The future of Islamic finance
Sayd Farook
Global Head of Islamic Capital Markets at Thomson Reuters – Bahrain
2.5 billion people, or three quarters of the world’s adult population, are unbanked and Muslims are more likely to be financially excluded because significant numbers avoid interest-based financial services.
While Islamic finance continues to grow in leaps and bounds it has the potential to gain even more traction if it can reach those left behind by conventional finance. However, Islamic financial institutions (IFIs) are facing serious challenges to satisfying customers and reaching the unbanked demographic across both their native markets such as the GCC and new markets such as North Africa and Central Asia.Â
Sayd Farook
In an aggressive and competitive landscape where IFIs have to compete head on with conventional financial institutions for market share, IFIs now have to come up with a differentiated approach that increases barriers of entry and enhances the stickiness of customers. The question is, how? In this article, we explore the evolution of the strategic direction of IFIs in the last couple of decades to assess what needs to be done to ensure they can compete effectively to retain and grow market share in an increasingly inclusive way.

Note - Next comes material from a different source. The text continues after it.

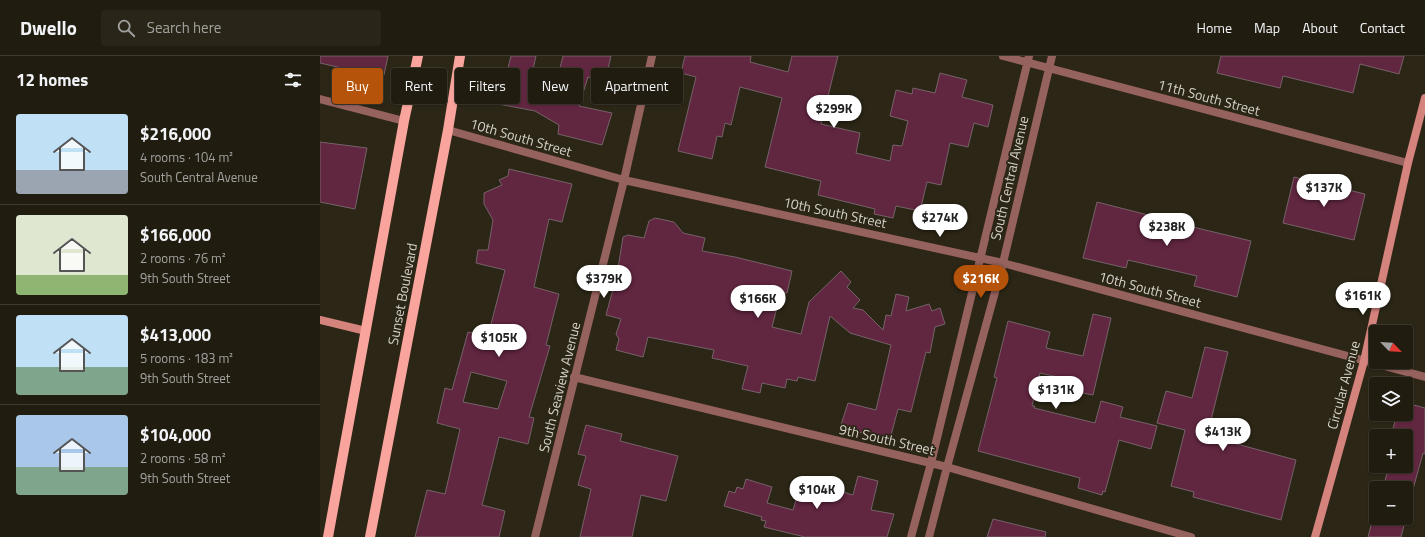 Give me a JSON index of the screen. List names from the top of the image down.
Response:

POTENTIAL UNIVERSE OF ISLAMIC FINANCE CUSTOMERS
Studies during the late 1990s and early 2000s identified three broad segments that make up the potential universe of Islamic finance customers. The first are the religiously strict ‘Shari’ah loyalist’ customers who can occupy anywhere between 10 and 30 per cent of the potential customer base of IFIs. These customers demand and prefer Shari’ah compliance above all else and are willing to pay a premium price or sacrifice profits in order to align their financial dealings with Islamic principles. This customer segment is the most inelastic and is considered a captive customer base of IFIs, in the absence of competition. The second customer segment is defined as ‘floaters’ and occupies anywhere between 40 and 70 per cent of the market for Islamic financial services. These customers are characterised by a preference towards Islamic financial products only when they are deemed to be competitive with conventional products. Finally, the last broad customer segment is termed ‘secular’ and occupies anywhere between 15 and 30 per cent of the customer universe. These customers don’t have any preference for Islamic financial products and only care about the relative value of the offering.
PHASES OF ISLAMIC FINANCE GROWTH
Appealing to Muslims with Sub-Par Products – 1990 – 2010
From the early days of modern Islamic finance into the post-financial crisis era, IFIs were struggling just to offer basic services – from banking and insurance to asset management and capital market products – to their captive customer base, the strict Shari’ah sensitive customer segment. With sparse product offerings, diverse practices and very little consumer understanding of Islamic products, IFIs were insulated from competitive pressures by the strict Muslim consumer segment’s demand for Shari’ah-compliant products; this was the case even where Islamic banks offered similar economic outcomes at higher costs than conventional banking products.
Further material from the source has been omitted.